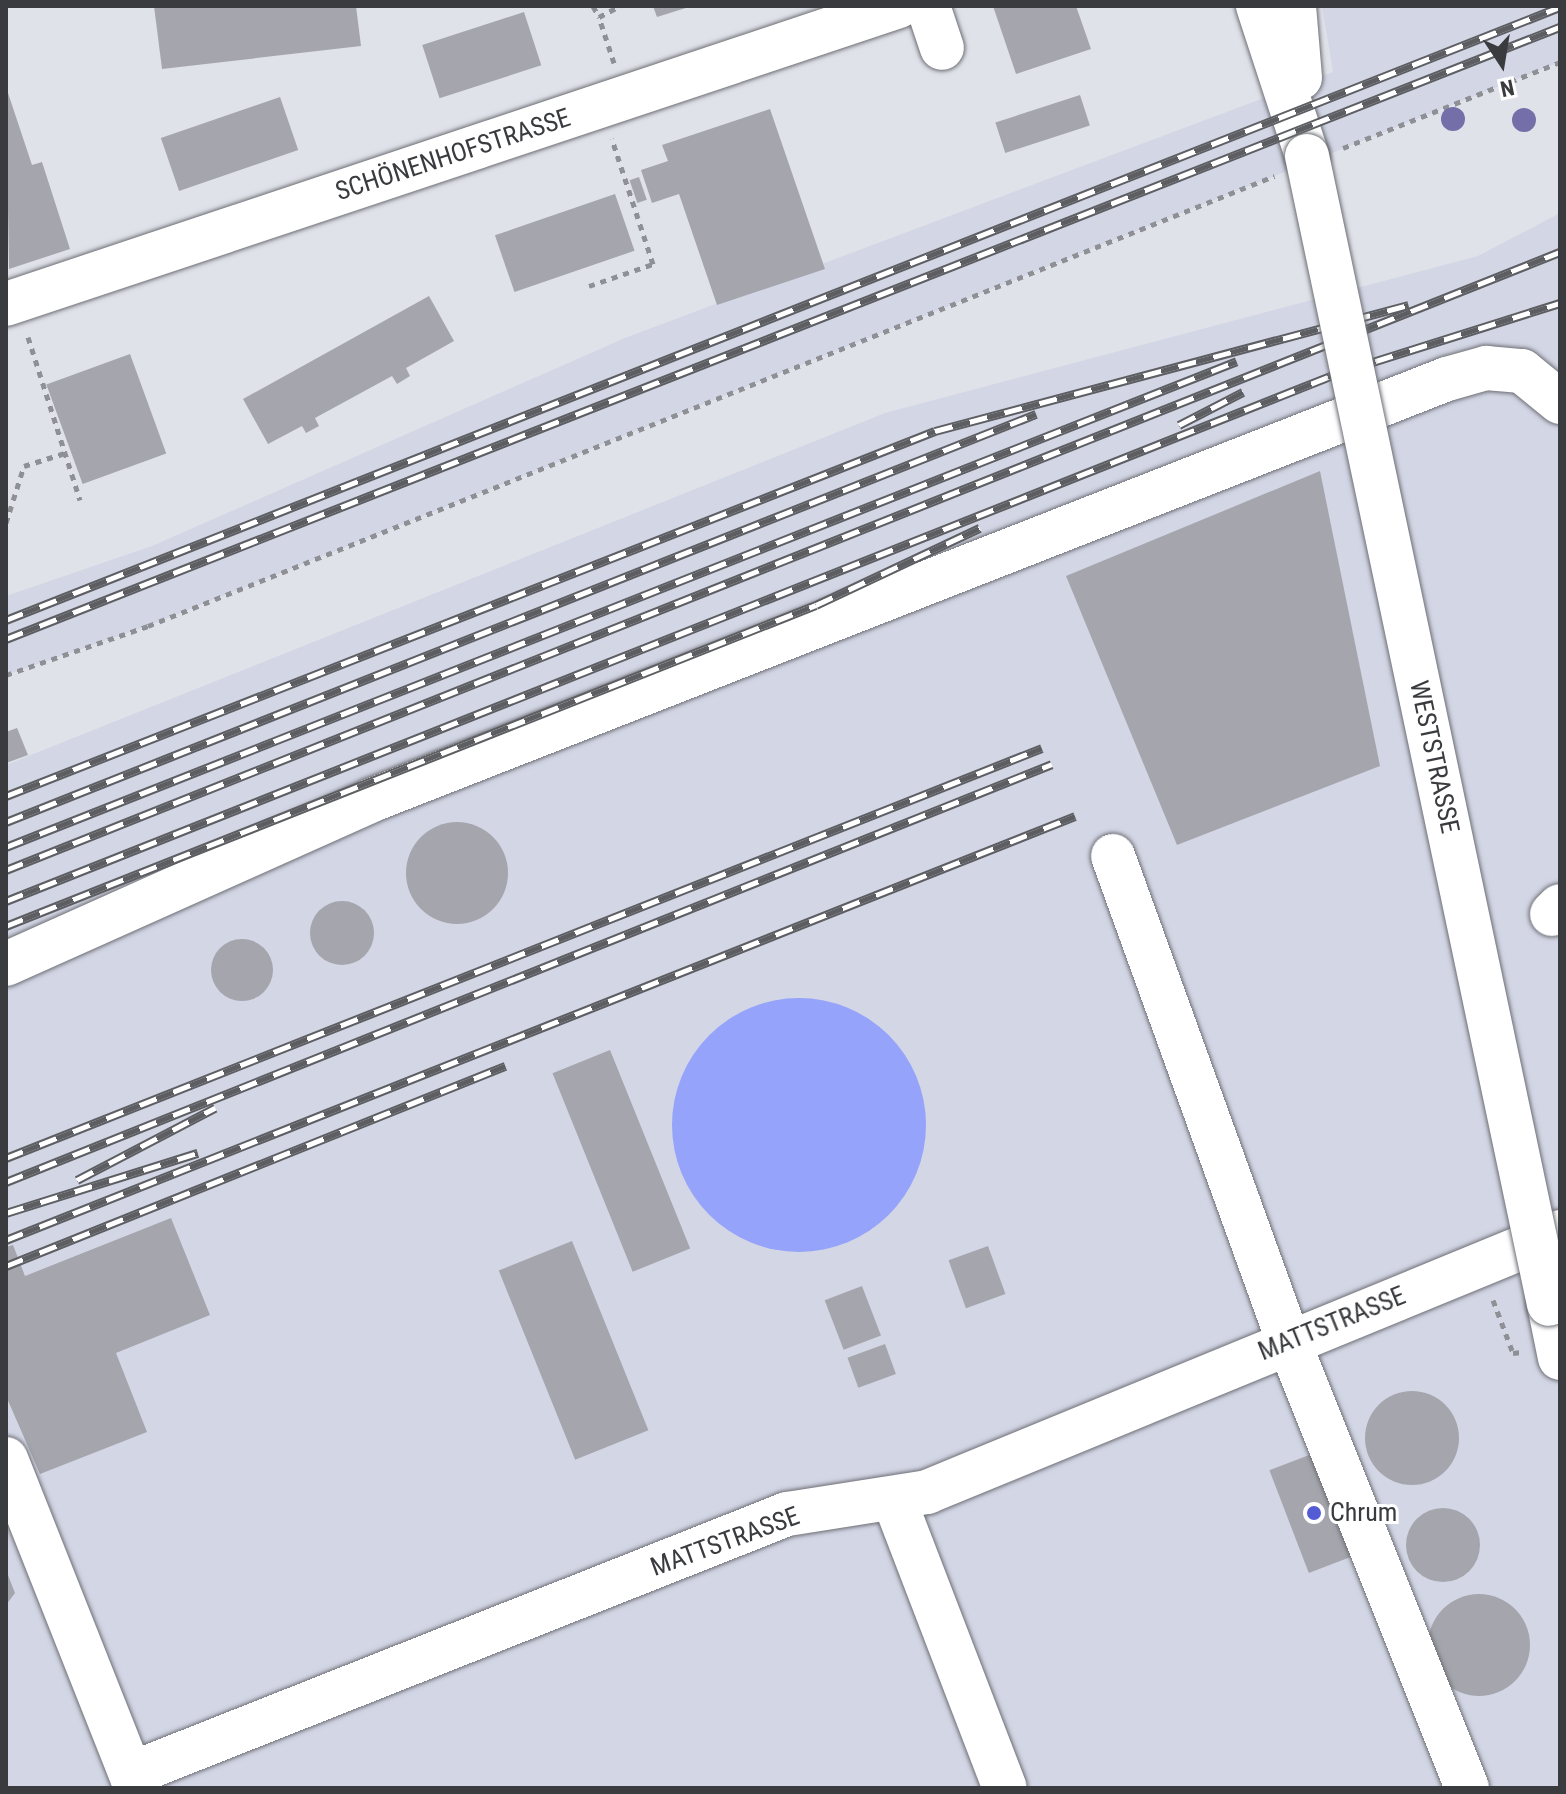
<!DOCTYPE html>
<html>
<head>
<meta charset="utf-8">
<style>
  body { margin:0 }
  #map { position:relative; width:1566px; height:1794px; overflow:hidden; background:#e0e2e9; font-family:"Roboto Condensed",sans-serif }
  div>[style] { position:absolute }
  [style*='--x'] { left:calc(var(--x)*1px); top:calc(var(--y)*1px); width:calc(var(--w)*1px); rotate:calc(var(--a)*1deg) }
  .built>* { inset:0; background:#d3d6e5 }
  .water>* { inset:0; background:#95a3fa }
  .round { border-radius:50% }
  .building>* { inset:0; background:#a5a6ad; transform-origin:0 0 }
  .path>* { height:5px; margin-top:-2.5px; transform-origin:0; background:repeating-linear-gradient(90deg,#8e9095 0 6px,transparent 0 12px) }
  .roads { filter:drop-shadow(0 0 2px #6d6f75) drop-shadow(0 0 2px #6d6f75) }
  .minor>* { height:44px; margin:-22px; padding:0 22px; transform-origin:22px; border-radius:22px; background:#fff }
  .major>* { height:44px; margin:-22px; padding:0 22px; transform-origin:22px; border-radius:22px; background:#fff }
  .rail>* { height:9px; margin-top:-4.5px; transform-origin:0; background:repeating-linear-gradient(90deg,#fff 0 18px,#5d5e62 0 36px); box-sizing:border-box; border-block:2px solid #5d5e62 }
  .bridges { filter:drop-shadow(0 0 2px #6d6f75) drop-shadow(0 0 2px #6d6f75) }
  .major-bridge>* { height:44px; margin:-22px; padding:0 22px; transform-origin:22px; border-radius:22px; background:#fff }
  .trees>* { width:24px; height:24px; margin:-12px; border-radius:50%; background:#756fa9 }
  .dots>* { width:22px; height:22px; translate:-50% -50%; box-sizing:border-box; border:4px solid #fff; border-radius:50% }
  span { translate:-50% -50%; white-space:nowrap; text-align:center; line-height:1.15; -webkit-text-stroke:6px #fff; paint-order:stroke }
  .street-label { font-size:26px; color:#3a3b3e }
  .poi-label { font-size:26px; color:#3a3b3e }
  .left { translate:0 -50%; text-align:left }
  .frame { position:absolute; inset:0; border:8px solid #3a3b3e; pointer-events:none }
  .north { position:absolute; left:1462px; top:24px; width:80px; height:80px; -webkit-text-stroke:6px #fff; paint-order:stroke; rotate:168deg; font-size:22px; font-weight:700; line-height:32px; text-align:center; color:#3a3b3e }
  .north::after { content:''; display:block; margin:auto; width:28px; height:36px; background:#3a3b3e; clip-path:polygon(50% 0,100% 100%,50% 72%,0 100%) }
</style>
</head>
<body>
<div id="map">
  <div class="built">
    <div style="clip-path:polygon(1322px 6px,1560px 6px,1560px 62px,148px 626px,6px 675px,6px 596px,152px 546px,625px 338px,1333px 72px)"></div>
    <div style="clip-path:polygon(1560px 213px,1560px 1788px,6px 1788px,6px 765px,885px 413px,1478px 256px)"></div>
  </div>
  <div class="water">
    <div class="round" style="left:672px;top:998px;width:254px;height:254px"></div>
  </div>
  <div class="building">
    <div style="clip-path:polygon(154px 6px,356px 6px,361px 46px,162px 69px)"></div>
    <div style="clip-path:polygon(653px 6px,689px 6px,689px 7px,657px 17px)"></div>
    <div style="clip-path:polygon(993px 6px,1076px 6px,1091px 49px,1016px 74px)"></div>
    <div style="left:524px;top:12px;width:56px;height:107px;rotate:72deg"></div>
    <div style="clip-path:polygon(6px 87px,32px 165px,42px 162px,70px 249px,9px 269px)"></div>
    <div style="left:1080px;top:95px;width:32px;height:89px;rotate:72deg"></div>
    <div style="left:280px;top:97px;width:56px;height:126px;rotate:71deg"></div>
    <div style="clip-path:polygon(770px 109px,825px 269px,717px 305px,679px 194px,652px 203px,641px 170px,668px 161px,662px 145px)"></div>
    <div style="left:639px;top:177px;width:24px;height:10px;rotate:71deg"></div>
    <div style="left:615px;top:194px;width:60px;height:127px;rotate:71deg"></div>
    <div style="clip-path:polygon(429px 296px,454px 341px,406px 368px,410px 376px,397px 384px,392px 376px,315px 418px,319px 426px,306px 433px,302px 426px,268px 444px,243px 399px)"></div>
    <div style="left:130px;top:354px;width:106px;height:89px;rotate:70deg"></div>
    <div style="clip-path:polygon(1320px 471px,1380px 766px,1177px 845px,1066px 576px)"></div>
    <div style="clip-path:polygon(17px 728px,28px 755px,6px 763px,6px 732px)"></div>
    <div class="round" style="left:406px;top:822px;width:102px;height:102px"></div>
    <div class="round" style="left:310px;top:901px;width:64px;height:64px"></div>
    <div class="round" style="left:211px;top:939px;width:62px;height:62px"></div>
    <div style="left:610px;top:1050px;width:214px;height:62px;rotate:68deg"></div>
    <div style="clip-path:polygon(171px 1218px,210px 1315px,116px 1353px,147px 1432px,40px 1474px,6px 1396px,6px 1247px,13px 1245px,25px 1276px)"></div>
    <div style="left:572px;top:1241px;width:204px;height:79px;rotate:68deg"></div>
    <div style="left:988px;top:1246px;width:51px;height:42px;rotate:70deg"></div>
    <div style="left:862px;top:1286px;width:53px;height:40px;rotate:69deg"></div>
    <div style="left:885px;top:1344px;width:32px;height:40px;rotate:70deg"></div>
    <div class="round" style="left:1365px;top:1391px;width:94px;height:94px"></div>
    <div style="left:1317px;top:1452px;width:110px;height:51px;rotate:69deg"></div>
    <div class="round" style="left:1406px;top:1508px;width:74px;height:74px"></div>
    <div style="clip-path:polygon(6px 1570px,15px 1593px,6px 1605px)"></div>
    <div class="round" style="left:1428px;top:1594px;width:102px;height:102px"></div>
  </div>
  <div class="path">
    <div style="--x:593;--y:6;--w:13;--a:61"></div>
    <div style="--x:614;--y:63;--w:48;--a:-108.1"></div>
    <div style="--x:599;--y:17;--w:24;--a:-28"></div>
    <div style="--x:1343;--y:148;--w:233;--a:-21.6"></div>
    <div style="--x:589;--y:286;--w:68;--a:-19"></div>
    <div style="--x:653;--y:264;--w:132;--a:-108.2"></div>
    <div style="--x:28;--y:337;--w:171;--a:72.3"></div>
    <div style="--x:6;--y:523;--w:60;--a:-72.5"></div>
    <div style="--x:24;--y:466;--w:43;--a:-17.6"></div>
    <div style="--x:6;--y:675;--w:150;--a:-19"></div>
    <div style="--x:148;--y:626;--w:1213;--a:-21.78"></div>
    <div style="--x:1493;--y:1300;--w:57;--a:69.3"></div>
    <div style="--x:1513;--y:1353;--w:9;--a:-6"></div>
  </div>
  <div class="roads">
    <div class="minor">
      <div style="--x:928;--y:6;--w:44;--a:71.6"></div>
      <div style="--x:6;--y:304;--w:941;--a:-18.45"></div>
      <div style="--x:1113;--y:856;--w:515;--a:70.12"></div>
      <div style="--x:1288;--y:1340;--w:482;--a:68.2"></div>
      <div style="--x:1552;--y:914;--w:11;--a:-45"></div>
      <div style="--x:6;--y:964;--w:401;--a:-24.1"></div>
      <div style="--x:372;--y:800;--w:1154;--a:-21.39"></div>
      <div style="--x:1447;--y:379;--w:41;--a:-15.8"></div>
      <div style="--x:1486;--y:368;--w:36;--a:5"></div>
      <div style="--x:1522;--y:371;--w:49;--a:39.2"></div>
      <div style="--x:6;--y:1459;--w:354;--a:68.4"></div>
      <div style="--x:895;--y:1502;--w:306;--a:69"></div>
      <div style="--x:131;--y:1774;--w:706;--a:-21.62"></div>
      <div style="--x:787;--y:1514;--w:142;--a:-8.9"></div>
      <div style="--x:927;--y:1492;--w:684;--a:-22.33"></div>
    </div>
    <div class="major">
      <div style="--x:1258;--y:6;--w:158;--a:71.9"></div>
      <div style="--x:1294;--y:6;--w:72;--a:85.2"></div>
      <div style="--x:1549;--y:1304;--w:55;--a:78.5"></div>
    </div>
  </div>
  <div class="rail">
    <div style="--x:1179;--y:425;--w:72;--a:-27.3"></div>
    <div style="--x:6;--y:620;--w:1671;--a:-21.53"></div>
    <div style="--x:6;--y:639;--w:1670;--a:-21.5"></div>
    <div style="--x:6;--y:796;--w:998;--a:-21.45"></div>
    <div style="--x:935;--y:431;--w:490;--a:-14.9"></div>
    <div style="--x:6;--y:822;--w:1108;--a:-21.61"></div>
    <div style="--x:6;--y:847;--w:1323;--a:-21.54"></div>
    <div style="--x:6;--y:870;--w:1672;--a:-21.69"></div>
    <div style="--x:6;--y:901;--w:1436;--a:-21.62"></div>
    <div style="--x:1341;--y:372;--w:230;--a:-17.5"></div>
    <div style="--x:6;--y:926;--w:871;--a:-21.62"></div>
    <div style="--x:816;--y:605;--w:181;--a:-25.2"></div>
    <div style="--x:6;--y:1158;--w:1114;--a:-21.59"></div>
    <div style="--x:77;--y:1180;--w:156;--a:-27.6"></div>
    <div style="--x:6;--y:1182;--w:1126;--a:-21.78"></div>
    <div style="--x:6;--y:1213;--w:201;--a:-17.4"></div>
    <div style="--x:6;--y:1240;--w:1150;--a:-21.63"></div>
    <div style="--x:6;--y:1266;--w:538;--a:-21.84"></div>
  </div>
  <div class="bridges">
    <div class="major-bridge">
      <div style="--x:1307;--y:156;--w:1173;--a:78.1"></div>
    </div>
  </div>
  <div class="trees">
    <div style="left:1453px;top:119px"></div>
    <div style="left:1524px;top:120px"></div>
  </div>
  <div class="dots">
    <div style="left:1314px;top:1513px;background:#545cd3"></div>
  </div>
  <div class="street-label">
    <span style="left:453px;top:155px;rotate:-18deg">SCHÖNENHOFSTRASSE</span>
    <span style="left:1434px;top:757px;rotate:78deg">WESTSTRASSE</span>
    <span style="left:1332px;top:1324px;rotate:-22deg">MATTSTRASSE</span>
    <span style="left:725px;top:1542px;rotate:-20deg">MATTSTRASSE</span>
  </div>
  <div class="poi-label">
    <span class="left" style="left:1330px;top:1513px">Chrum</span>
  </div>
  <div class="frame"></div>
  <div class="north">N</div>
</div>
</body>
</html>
════
### PROBLEM DETAILS
Retype only this portion of the data above: the line containing "inset:0; background:#a5a6ad; transform-origin:0", the line containing "width:22px; height:22px; translate:-50%", and all lines between them, exactly.

### TASK SOLUTION
  .building>* { inset:0; background:#a5a6ad; transform-origin:0 0 }
  .path>* { height:5px; margin-top:-2.5px; transform-origin:0; background:repeating-linear-gradient(90deg,#8e9095 0 6px,transparent 0 12px) }
  .roads { filter:drop-shadow(0 0 2px #6d6f75) drop-shadow(0 0 2px #6d6f75) }
  .minor>* { height:44px; margin:-22px; padding:0 22px; transform-origin:22px; border-radius:22px; background:#fff }
  .major>* { height:44px; margin:-22px; padding:0 22px; transform-origin:22px; border-radius:22px; background:#fff }
  .rail>* { height:9px; margin-top:-4.5px; transform-origin:0; background:repeating-linear-gradient(90deg,#fff 0 18px,#5d5e62 0 36px); box-sizing:border-box; border-block:2px solid #5d5e62 }
  .bridges { filter:drop-shadow(0 0 2px #6d6f75) drop-shadow(0 0 2px #6d6f75) }
  .major-bridge>* { height:44px; margin:-22px; padding:0 22px; transform-origin:22px; border-radius:22px; background:#fff }
  .trees>* { width:24px; height:24px; margin:-12px; border-radius:50%; background:#756fa9 }
  .dots>* { width:22px; height:22px; translate:-50% -50%; box-sizing:border-box; border:4px solid #fff; border-radius:50% }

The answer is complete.